Impacts of sea level rise include coastal erosion, (flooding) ecosystem disruption, higher storm surges, population displacement, water contamination and disruption, as well as increase adverse effects on the mental health of the population.
This is not the first time that Guyana’s vulnerability to sea level rise has been documented. Last year, a mini-documentary on the natural phenomenon of erosion and climate change produced by REEL Guyana and its founder, Alex Arjoon, spoke to the vulnerability of Guyana’s low-lying coastal region.
In his production, Arjoon talks of himself starting a national conversation about the vulnerability of Guyana’s low-lying coastal region among the younger generation.
Arjoon explains that Guyana’s coastline is part of the much bigger ecosystem of the continental coastline, from the mouth of the Amazon in Brazil to the Orinoco in Venezuela; and it faces this constant cycle of erosion and accretion.

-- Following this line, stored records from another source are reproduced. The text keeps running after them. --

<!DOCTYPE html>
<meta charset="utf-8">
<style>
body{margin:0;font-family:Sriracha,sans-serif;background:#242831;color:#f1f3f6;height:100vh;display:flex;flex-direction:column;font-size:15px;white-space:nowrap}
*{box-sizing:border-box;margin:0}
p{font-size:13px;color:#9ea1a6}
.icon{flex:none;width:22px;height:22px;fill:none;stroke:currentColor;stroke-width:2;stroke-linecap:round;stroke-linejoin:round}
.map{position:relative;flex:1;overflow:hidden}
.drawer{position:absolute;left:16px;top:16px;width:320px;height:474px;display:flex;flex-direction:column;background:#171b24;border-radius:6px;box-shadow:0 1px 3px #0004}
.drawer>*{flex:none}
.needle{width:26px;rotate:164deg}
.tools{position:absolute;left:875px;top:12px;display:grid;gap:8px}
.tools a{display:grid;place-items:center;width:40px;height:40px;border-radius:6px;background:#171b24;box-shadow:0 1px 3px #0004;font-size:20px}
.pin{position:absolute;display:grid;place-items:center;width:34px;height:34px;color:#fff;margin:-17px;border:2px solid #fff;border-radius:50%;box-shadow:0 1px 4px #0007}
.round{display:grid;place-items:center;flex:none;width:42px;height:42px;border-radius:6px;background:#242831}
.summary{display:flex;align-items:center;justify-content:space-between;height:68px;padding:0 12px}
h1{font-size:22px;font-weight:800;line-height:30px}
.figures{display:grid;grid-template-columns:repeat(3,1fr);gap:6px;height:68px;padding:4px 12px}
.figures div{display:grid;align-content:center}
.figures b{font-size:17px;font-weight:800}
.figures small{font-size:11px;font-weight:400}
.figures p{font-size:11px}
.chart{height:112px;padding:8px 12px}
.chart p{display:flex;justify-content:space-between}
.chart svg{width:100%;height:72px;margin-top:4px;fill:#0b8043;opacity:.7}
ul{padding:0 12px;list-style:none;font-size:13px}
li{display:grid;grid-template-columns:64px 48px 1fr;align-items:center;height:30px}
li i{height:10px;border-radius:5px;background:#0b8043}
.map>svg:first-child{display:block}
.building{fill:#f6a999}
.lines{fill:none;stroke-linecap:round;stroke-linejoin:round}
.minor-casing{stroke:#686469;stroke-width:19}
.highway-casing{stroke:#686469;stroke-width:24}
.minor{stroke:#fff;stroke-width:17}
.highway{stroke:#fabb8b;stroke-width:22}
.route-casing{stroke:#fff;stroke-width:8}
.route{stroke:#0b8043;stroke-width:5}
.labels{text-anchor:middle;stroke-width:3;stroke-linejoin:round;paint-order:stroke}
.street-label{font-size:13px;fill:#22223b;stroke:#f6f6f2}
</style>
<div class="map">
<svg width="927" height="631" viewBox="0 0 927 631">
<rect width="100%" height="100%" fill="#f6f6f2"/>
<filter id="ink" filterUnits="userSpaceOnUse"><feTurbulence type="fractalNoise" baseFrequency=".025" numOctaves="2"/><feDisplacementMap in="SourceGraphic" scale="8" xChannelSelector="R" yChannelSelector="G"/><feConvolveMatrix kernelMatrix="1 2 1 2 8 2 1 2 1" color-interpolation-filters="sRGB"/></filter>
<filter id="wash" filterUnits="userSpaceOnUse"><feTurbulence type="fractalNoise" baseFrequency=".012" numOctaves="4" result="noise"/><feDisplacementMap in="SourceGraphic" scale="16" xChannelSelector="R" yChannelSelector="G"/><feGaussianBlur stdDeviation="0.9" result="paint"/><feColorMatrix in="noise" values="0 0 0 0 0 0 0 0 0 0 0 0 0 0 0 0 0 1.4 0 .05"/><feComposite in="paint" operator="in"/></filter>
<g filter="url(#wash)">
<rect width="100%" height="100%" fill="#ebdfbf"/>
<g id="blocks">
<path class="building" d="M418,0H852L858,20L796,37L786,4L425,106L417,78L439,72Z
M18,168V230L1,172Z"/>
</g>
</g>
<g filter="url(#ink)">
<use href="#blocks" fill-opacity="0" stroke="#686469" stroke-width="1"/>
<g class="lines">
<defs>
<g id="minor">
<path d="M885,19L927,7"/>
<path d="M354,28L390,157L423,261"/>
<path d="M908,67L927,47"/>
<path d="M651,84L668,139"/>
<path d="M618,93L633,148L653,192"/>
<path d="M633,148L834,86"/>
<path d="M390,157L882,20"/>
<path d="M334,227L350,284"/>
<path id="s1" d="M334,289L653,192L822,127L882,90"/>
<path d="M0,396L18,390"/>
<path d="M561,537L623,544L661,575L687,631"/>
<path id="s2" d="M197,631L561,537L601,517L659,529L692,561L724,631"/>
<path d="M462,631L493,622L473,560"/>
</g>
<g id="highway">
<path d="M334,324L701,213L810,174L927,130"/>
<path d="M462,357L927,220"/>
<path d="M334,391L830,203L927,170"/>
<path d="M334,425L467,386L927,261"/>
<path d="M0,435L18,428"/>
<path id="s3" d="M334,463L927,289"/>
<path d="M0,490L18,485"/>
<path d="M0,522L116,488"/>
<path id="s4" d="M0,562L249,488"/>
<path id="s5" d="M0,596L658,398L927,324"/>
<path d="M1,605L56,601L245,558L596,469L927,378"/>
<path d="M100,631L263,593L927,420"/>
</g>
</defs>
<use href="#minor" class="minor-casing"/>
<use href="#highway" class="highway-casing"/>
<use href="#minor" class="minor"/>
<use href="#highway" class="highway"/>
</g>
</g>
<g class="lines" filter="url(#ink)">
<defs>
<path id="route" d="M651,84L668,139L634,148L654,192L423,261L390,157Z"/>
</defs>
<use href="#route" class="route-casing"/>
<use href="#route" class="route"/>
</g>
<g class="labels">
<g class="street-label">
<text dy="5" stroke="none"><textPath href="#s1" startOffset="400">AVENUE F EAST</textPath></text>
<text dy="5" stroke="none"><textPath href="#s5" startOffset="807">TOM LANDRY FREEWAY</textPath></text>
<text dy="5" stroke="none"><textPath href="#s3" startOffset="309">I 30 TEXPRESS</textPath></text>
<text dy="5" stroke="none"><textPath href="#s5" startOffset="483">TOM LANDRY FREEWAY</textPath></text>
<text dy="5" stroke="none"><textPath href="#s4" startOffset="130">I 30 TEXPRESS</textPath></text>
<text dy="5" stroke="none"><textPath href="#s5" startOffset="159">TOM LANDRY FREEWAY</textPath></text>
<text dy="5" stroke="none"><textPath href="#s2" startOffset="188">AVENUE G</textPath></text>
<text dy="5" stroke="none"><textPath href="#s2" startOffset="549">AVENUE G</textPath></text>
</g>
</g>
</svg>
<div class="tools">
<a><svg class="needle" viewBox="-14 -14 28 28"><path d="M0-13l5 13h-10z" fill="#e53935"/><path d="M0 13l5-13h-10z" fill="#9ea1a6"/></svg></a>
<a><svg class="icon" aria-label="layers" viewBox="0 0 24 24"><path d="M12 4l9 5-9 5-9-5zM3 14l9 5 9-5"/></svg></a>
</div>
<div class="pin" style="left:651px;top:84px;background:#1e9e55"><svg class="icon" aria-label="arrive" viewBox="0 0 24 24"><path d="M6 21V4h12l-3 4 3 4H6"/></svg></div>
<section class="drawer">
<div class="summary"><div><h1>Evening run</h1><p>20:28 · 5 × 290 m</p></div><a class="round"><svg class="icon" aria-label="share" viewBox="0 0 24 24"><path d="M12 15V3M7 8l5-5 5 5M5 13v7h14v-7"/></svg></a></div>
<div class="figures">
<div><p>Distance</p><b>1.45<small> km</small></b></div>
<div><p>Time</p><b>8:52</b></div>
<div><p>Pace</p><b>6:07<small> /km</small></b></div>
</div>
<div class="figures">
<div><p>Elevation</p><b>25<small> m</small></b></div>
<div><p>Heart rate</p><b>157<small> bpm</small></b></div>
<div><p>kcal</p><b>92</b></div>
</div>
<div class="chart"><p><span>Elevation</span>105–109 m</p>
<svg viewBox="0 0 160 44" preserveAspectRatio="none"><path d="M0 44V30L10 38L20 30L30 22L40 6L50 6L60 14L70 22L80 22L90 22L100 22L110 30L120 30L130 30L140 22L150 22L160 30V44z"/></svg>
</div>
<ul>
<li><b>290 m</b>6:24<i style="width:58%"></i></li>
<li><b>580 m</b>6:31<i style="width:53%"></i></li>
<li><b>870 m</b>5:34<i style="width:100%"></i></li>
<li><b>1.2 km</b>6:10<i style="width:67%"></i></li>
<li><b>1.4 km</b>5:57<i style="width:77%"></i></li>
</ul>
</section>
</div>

He noted that Guyana’s natural sea defenses are placed at risk by the erosion of the coastline, and that could only redound to the detriment of the communities scattered across the low-lying areas.
He explained, too, that while efforts have been made to grow and maintain the mangroves on Guyana’s coastline, there is only so much that that can hold when erosion takes its toll.
“Over the years, we have seen a significant decrease in mangrove forests, leaving our coasts directly exposed to wave impact,” Arjoon said; adding that, in conjunction with erosion of the coast’s mud deposits, there is another issue, which is the constant and unprecedented melting of ice and snow in colder regions, caused by a frightening gradual rise in global temperatures.
“This melted water is discharged into our oceans. Global sea levels are predicted to rise between one and four feet by the end of this century. And with every millimeter, Guyana’s border wall approaches a point of irreversible collapse,” he stated.